● **Work required**: Aside from the pictures, copy the listing exactly.
━━ Task data ━━
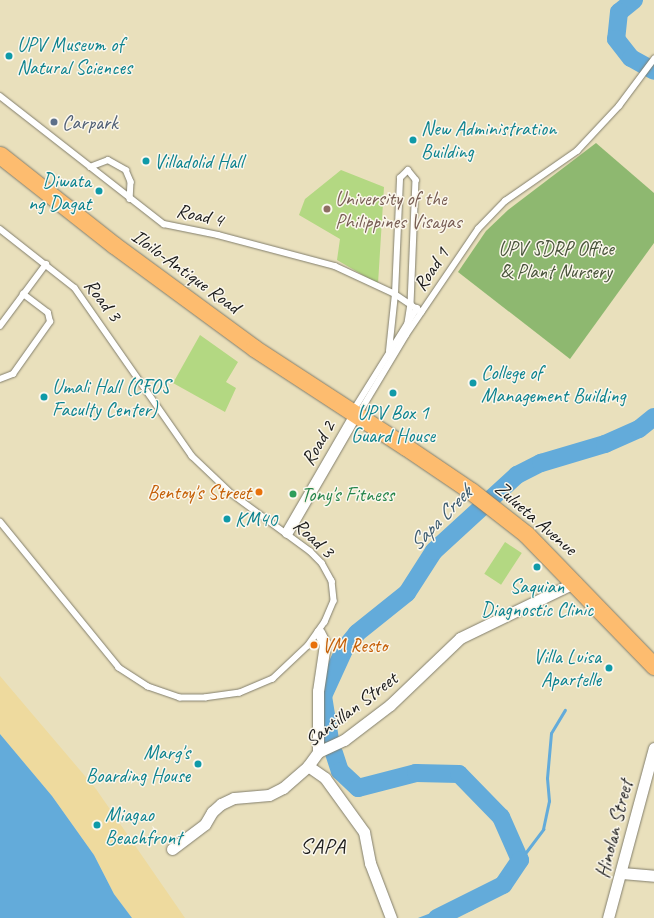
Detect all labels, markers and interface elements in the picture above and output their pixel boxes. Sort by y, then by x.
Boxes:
place label: UPV Museum of Natural Sciences [17,32,132,79]
marker: UPV Museum of Natural Sciences [4,51,14,61]
place label: Carpark [62,110,117,134]
place label: New Administration Building [421,116,557,163]
marker: Carpark [49,117,59,127]
marker: New Administration Building [408,135,418,145]
place label: Villadolid Hall [154,149,244,173]
marker: Villadolid Hall [141,156,151,166]
place label: Diwata ng Dagat [28,168,91,215]
marker: Diwata ng Dagat [94,186,104,196]
place label: University of the Philippines Visayas [335,186,461,233]
street label: Road 4 [174,198,226,232]
marker: University of the Philippines Visayas [322,204,332,214]
street label: Iloilo-Antique Road [127,224,245,318]
park label: UPV SDRP Office & Plant Nursery [498,237,614,284]
street label: Road 1 [408,243,454,295]
street label: Road 3 [79,274,127,326]
place label: College of Management Building [481,360,626,407]
place label: Umali Hall (CFOS Faculty Center) [52,374,171,421]
marker: College of Management Building [468,378,478,388]
marker: UPV Box 1 Guard House [388,388,398,398]
marker: Umali Hall (CFOS Faculty Center) [39,392,49,402]
place label: UPV Box 1 Guard House [351,400,435,447]
street label: Road 2 [296,417,340,469]
street label: Zulueta Avenue [490,476,582,560]
place label: Bentoy's Street [147,480,251,504]
water label: Sapa Creek [403,481,477,555]
place label: Tony's Fitness [301,482,394,506]
marker: Bentoy's Street [254,487,264,497]
marker: Tony's Fitness [288,489,298,499]
place label: KM40 [235,507,277,531]
street label: Road 3 [289,513,339,563]
marker: KM40 [222,514,232,524]
marker: Saquian Diagnostic Clinic [532,562,542,572]
place label: Saquian Diagnostic Clinic [481,574,593,621]
place label: VM Resto [322,633,388,657]
marker: VM Resto [309,640,319,650]
place label: Villa Luisa Apartelle [534,644,601,691]
marker: Villa Luisa Apartelle [604,663,614,673]
street label: Santillan Street [300,666,402,752]
place label: Marg's Boarding House [86,740,190,787]
marker: Marg's Boarding House [193,759,203,769]
street label: Hinolan Street [590,777,638,881]
place label: Miagao Beachfront [105,802,182,849]
marker: Miagao Beachfront [92,820,102,830]
district label: SAPA [300,834,346,860]

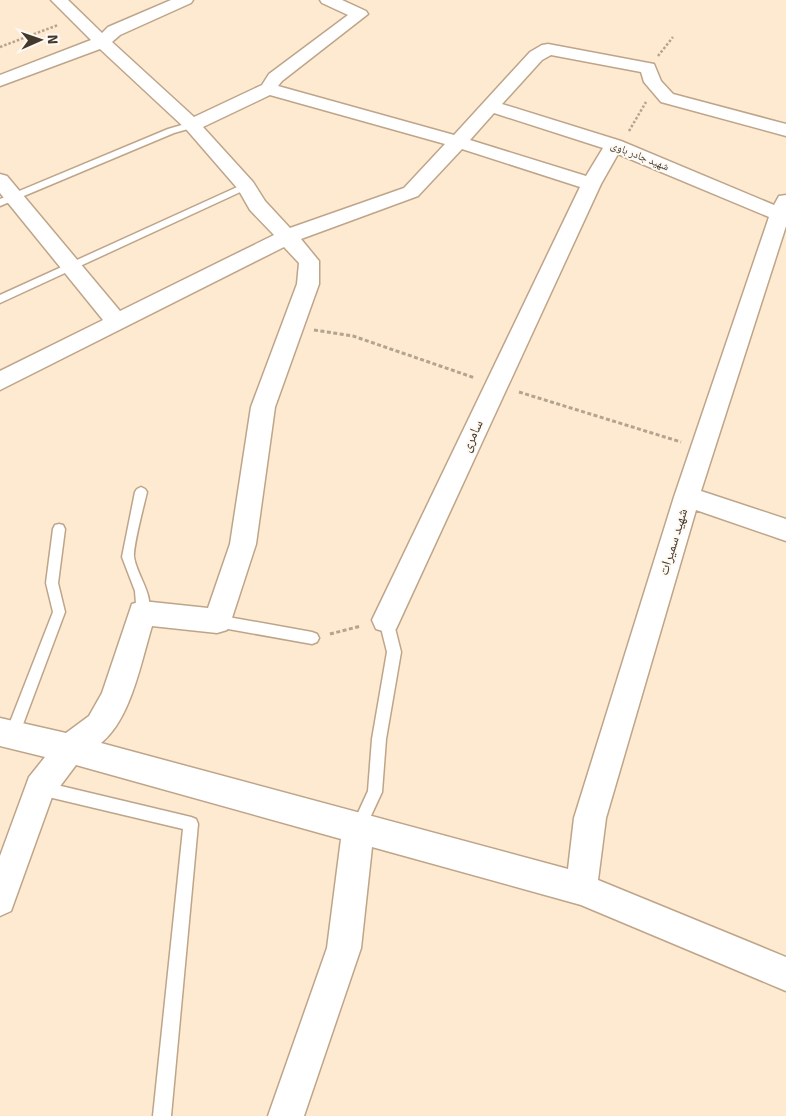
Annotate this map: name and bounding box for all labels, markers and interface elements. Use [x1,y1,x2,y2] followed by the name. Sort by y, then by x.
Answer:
[15,15,65,65] north arrow
[44,34,61,45] text: N
[609,138,671,174] street label: شهید جادر باوی
[457,417,487,455] street label: سامری
[655,506,691,578] street label: شهید سمیرات

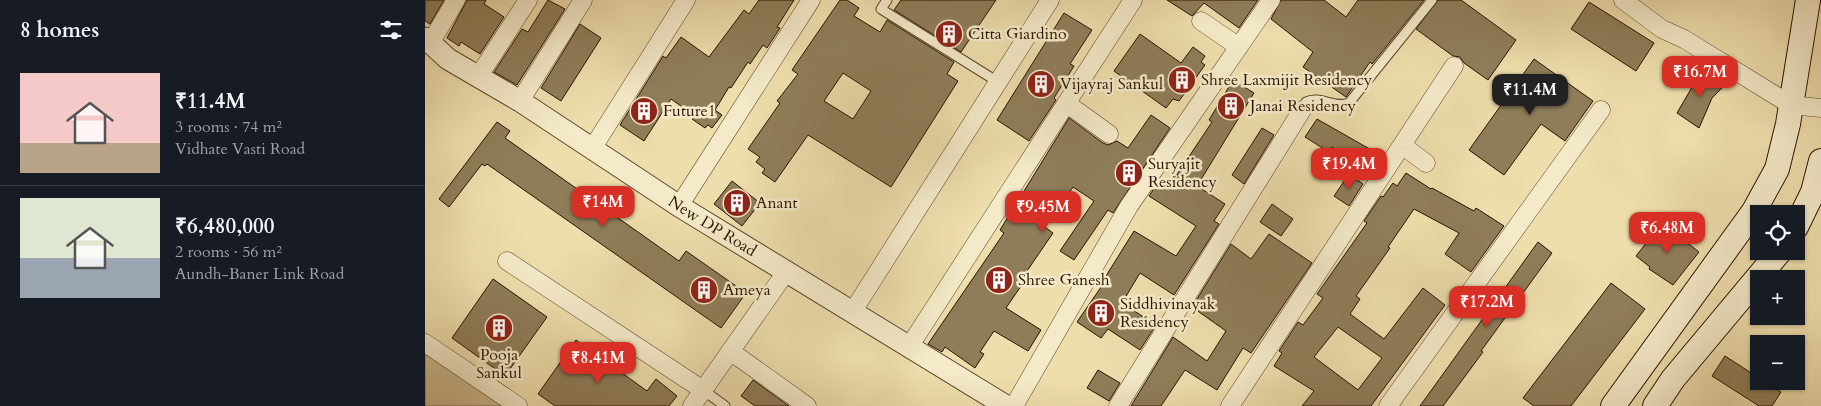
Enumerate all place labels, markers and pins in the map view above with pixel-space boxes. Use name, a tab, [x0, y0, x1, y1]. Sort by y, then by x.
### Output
building icon: Citta Giardino	[934, 19, 964, 49]
place label: Citta Giardino	[968, 23, 1067, 45]
pin: ₹16.7M	[1659, 56, 1741, 98]
building icon: Shree Laxmijit Residency	[1167, 65, 1197, 95]
building icon: Vijayraj Sankul	[1026, 69, 1056, 99]
place label: Shree Laxmijit Residency	[1201, 69, 1373, 91]
place label: Vijayraj Sankul	[1060, 73, 1163, 95]
pin: ₹11.4M	[1489, 74, 1571, 116]
building icon: Janai Residency	[1216, 91, 1246, 121]
place label: Janai Residency	[1248, 95, 1357, 117]
building icon: Future1	[629, 96, 659, 126]
place label: Future1	[663, 100, 716, 122]
pin: ₹19.4M	[1308, 148, 1390, 190]
place label: Suryajit Residency	[1148, 153, 1217, 193]
building icon: Suryajit Residency	[1114, 158, 1144, 188]
pin: ₹14M	[573, 186, 633, 228]
building icon: Anant	[722, 188, 752, 218]
pin: ₹9.45M	[1002, 190, 1084, 233]
place label: Anant	[756, 192, 798, 214]
pin: ₹6.48M	[1626, 212, 1708, 254]
building icon: Shree Ganesh	[984, 265, 1014, 295]
place label: Shree Ganesh	[1018, 269, 1110, 291]
building icon: Ameya	[689, 275, 719, 305]
place label: Ameya	[723, 279, 771, 301]
pin: ₹17.2M	[1446, 286, 1528, 328]
place label: Siddhivinayak Residency	[1120, 293, 1216, 333]
building icon: Siddhivinayak Residency	[1086, 298, 1116, 328]
building icon: Pooja Sankul	[484, 313, 514, 343]
pin: ₹8.41M	[557, 342, 639, 384]
place label: Pooja Sankul	[476, 344, 522, 384]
━━━
● **Solution for this task**:
Detect all labels, markers and interface elements in the picture above and output their pixel boxes. Sort by y, then by x.
Boxes:
place label: UPV Museum of Natural Sciences [17,32,132,79]
marker: UPV Museum of Natural Sciences [4,51,14,61]
place label: Carpark [62,110,117,134]
place label: New Administration Building [421,116,557,163]
marker: Carpark [49,117,59,127]
marker: New Administration Building [408,135,418,145]
place label: Villadolid Hall [154,149,244,173]
marker: Villadolid Hall [141,156,151,166]
place label: Diwata ng Dagat [28,168,91,215]
marker: Diwata ng Dagat [94,186,104,196]
place label: University of the Philippines Visayas [335,186,461,233]
street label: Road 4 [174,198,226,232]
marker: University of the Philippines Visayas [322,204,332,214]
street label: Iloilo-Antique Road [127,224,245,318]
park label: UPV SDRP Office & Plant Nursery [498,237,614,284]
street label: Road 1 [408,243,454,295]
street label: Road 3 [79,274,127,326]
place label: College of Management Building [481,360,626,407]
place label: Umali Hall (CFOS Faculty Center) [52,374,171,421]
marker: College of Management Building [468,378,478,388]
marker: UPV Box 1 Guard House [388,388,398,398]
marker: Umali Hall (CFOS Faculty Center) [39,392,49,402]
place label: UPV Box 1 Guard House [351,400,435,447]
street label: Road 2 [296,417,340,469]
street label: Zulueta Avenue [490,476,582,560]
place label: Bentoy's Street [147,480,251,504]
water label: Sapa Creek [403,481,477,555]
place label: Tony's Fitness [301,482,394,506]
marker: Bentoy's Street [254,487,264,497]
marker: Tony's Fitness [288,489,298,499]
place label: KM40 [235,507,277,531]
street label: Road 3 [289,513,339,563]
marker: KM40 [222,514,232,524]
marker: Saquian Diagnostic Clinic [532,562,542,572]
place label: Saquian Diagnostic Clinic [481,574,593,621]
place label: VM Resto [322,633,388,657]
marker: VM Resto [309,640,319,650]
place label: Villa Luisa Apartelle [534,644,601,691]
marker: Villa Luisa Apartelle [604,663,614,673]
street label: Santillan Street [300,666,402,752]
place label: Marg's Boarding House [86,740,190,787]
marker: Marg's Boarding House [193,759,203,769]
street label: Hinolan Street [590,777,638,881]
place label: Miagao Beachfront [105,802,182,849]
marker: Miagao Beachfront [92,820,102,830]
district label: SAPA [300,834,346,860]

Annotate this map: name and bounding box for all labels, markers and interface elements. Use [x1,y1,x2,y2] followed by the name. Sort by y, then by x.
Answer:
[15,15,65,65] north arrow
[44,34,61,45] text: N
[609,138,671,174] street label: شهید جادر باوی
[457,417,487,455] street label: سامری
[655,506,691,578] street label: شهید سمیرات

Enumerate all place labels, markers and pins in the map view above with pixel-space boxes. Use name, a tab, [x0, y0, x1, y1]. Sort by y, then by x.
### Output
building icon: Citta Giardino	[934, 19, 964, 49]
place label: Citta Giardino	[968, 23, 1067, 45]
pin: ₹16.7M	[1659, 56, 1741, 98]
building icon: Shree Laxmijit Residency	[1167, 65, 1197, 95]
building icon: Vijayraj Sankul	[1026, 69, 1056, 99]
place label: Shree Laxmijit Residency	[1201, 69, 1373, 91]
place label: Vijayraj Sankul	[1060, 73, 1163, 95]
pin: ₹11.4M	[1489, 74, 1571, 116]
building icon: Janai Residency	[1216, 91, 1246, 121]
place label: Janai Residency	[1248, 95, 1357, 117]
building icon: Future1	[629, 96, 659, 126]
place label: Future1	[663, 100, 716, 122]
pin: ₹19.4M	[1308, 148, 1390, 190]
place label: Suryajit Residency	[1148, 153, 1217, 193]
building icon: Suryajit Residency	[1114, 158, 1144, 188]
pin: ₹14M	[573, 186, 633, 228]
building icon: Anant	[722, 188, 752, 218]
pin: ₹9.45M	[1002, 190, 1084, 233]
place label: Anant	[756, 192, 798, 214]
pin: ₹6.48M	[1626, 212, 1708, 254]
building icon: Shree Ganesh	[984, 265, 1014, 295]
place label: Shree Ganesh	[1018, 269, 1110, 291]
building icon: Ameya	[689, 275, 719, 305]
place label: Ameya	[723, 279, 771, 301]
pin: ₹17.2M	[1446, 286, 1528, 328]
place label: Siddhivinayak Residency	[1120, 293, 1216, 333]
building icon: Siddhivinayak Residency	[1086, 298, 1116, 328]
building icon: Pooja Sankul	[484, 313, 514, 343]
pin: ₹8.41M	[557, 342, 639, 384]
place label: Pooja Sankul	[476, 344, 522, 384]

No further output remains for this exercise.